EXERCISE DESCRIPTION -
Read the lines of the data below and retrieve those with "water".
* * *
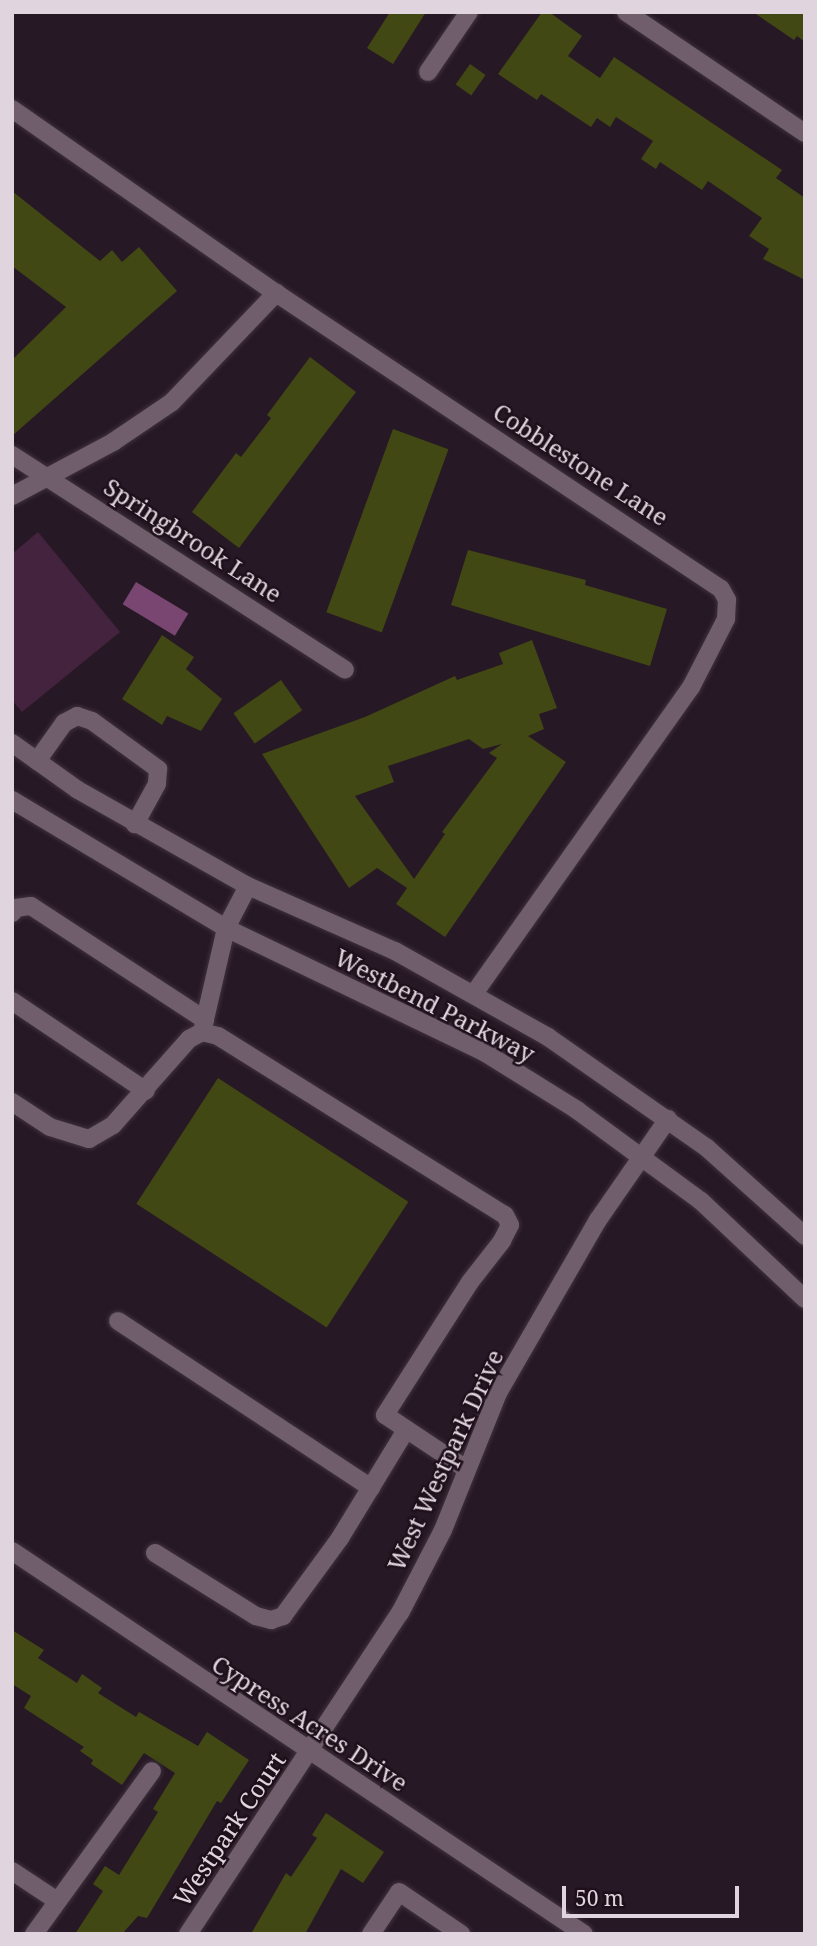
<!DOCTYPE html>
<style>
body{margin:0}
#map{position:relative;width:817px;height:1946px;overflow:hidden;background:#271825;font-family:"Noto Serif",serif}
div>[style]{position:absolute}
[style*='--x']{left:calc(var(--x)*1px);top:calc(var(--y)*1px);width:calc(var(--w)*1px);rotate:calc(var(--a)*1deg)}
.green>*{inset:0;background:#44233f}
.water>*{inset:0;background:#794571;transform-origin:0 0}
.building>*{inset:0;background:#414813;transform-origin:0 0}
.roads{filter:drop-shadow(0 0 2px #3e323c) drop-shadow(0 0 2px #3e323c)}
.minor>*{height:18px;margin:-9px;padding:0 9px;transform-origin:9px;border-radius:9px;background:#715e6d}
span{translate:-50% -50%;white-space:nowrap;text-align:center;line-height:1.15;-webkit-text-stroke:5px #1e0f1b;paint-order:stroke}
.street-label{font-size:24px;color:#e0d5de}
.frame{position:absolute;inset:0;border:14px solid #e0d5de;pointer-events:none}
.scale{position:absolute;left:562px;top:1886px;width:177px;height:32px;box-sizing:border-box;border:4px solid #e0d5de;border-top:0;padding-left:9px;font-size:21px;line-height:24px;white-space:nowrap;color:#e0d5de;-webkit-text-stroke:5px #1e0f1b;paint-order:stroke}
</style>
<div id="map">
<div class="green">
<i style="clip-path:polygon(38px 532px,120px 632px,22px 712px,12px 700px,12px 554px)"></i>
</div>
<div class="water">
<i style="left:136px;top:582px;width:61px;height:26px;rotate:31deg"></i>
</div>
<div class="building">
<i style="clip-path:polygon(390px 12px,426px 12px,393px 64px,367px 48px)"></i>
<i style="clip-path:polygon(542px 12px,549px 12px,582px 36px,568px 56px,600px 78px,614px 57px,782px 170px,776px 178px,805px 198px,805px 280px,763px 259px,769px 249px,749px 236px,762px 218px,708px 181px,702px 190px,660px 162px,656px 169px,641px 159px,653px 141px,616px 117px,610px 127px,597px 118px,591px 127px,541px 94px,537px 100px,498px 74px)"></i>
<i style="clip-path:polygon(753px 12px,805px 12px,805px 42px,797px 36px,794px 40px)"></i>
<i style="left:470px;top:64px;width:19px;height:25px;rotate:35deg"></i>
<i style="clip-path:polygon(12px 191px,100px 261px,112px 250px,122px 262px,139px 247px,177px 291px,12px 436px,12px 360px,66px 307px,12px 266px)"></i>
<i style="clip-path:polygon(310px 357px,356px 392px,239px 548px,192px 512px,236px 453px,241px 457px,271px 418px,267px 415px)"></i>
<i style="left:393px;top:429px;width:59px;height:195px;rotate:20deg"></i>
<i style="clip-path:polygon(468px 550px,586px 580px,585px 585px,667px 609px,650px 666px,451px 605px)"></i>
<i style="clip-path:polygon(162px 635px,194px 657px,186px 669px,222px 699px,201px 731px,167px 716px,162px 725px,122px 699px)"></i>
<i style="clip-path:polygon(evenodd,532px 640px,557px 708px,539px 714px,544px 729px,528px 736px,566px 762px,445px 937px,396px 904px,407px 888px,377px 868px,349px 888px,262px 754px,365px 717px,455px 676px,457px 680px,503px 664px,499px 653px,532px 640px,469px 739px,483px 749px,502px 744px,489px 753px,497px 758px,442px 832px,445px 834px,414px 879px,355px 796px,394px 782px,388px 766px,469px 739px)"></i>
<i style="left:281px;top:680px;width:37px;height:58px;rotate:55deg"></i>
<i style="left:218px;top:1078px;width:227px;height:150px;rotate:33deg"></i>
<i style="clip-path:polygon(12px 1630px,44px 1650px,38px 1658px,77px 1683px,82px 1674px,102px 1688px,98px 1693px,136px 1717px,139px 1712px,198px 1746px,207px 1732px,249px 1760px,221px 1803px,217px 1801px,147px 1918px,138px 1916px,122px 1934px,75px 1934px,103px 1891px,93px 1884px,105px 1866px,119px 1875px,158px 1812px,153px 1809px,175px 1773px,144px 1753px,122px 1785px,91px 1764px,93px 1760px,80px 1751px,84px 1747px,24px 1708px,31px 1696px,12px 1684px)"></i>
<i style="clip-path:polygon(326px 1813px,384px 1852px,363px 1883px,341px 1869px,305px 1934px,251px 1934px,286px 1873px,291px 1877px,317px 1838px,312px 1835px)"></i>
</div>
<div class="roads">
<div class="minor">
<i style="--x:626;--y:12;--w:216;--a:34.1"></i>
<i style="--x:428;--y:72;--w:73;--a:-55.7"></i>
<i style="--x:12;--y:109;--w:322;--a:34.9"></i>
<i style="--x:276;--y:293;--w:534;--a:33.63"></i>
<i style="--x:721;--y:589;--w:13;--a:61"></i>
<i style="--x:727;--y:600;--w:19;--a:93"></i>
<i style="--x:726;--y:619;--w:76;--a:117.2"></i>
<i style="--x:691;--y:687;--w:376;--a:125.3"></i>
<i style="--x:12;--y:455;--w:396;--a:32.8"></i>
<i style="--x:12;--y:496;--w:115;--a:-28.1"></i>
<i style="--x:113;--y:442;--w:71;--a:-34.1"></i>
<i style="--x:172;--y:402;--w:151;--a:-46.3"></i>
<i style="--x:12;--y:743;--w:81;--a:35.5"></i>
<i style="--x:78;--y:790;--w:195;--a:29.5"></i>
<i style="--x:248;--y:886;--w:161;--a:23.9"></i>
<i style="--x:395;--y:951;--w:176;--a:29.3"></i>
<i style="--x:548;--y:1037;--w:194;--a:34.9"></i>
<i style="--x:707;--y:1148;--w:132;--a:41.9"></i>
<i style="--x:37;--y:761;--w:47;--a:-54.6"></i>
<i style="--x:64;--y:723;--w:15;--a:-28"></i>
<i style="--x:77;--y:716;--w:16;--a:18"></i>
<i style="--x:92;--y:721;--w:82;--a:36"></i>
<i style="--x:158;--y:769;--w:15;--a:94"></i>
<i style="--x:157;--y:784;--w:46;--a:118.8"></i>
<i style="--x:12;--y:800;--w:249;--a:30.9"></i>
<i style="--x:226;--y:928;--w:286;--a:25.7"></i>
<i style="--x:484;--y:1052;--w:110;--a:31.9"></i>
<i style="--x:577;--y:1110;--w:154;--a:36.3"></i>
<i style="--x:701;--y:1201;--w:143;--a:43.3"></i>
<i style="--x:12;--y:913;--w:6;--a:-51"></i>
<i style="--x:16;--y:908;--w:15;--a:-8"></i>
<i style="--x:31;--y:906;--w:208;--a:33.2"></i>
<i style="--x:12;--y:1001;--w:161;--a:33.9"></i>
<i style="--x:203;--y:1028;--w:103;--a:-77"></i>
<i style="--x:226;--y:928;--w:47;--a:-62.4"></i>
<i style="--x:12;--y:1102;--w:45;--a:33.3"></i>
<i style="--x:50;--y:1127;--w:41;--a:17.1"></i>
<i style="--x:89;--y:1139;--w:28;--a:-30"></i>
<i style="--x:113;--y:1125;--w:115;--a:-48.5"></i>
<i style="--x:189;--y:1039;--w:15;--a:-28"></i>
<i style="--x:202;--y:1032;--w:16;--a:14"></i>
<i style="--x:218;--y:1036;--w:338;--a:32"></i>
<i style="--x:505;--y:1215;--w:11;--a:63"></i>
<i style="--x:510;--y:1225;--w:18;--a:117"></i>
<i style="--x:502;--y:1241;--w:52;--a:128"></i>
<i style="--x:470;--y:1282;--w:158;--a:122.6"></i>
<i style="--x:385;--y:1415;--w:97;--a:33.7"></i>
<i style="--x:118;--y:1321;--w:303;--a:33.4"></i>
<i style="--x:12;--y:1551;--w:688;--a:33.81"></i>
<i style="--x:155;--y:1553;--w:119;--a:32"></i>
<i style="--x:256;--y:1616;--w:16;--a:15"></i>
<i style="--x:271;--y:1620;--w:13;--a:-18"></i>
<i style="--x:283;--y:1616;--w:97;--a:-53.8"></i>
<i style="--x:340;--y:1538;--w:127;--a:-58.6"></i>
<i style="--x:12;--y:1871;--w:53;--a:33.4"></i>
<i style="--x:34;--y:1934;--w:201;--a:-54.1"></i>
<i style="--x:188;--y:1934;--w:385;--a:-56.6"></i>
<i style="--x:400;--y:1613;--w:93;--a:-62.6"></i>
<i style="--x:443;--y:1530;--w:148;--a:-68.1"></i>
<i style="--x:498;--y:1393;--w:200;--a:-60"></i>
<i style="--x:598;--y:1220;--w:123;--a:-55.3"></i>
<i style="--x:371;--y:1934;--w:50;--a:-56.3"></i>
<i style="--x:399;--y:1892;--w:75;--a:34.1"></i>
</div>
</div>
<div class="street-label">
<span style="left:581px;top:464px;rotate:33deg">Cobblestone Lane</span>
<span style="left:193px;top:540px;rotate:33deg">Springbrook Lane</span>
<span style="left:435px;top:1005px;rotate:27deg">Westbend Parkway</span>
<span style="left:445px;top:1460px;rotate:-65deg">West Westpark Drive</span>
<span style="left:310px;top:1723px;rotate:33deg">Cypress Acres Drive</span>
<span style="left:229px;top:1829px;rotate:-56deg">Westpark Court</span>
</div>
<div class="frame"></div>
<div class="scale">50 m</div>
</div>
* * *
EXERCISE SOLUTION -
.water>*{inset:0;background:#794571;transform-origin:0 0}
<div class="water">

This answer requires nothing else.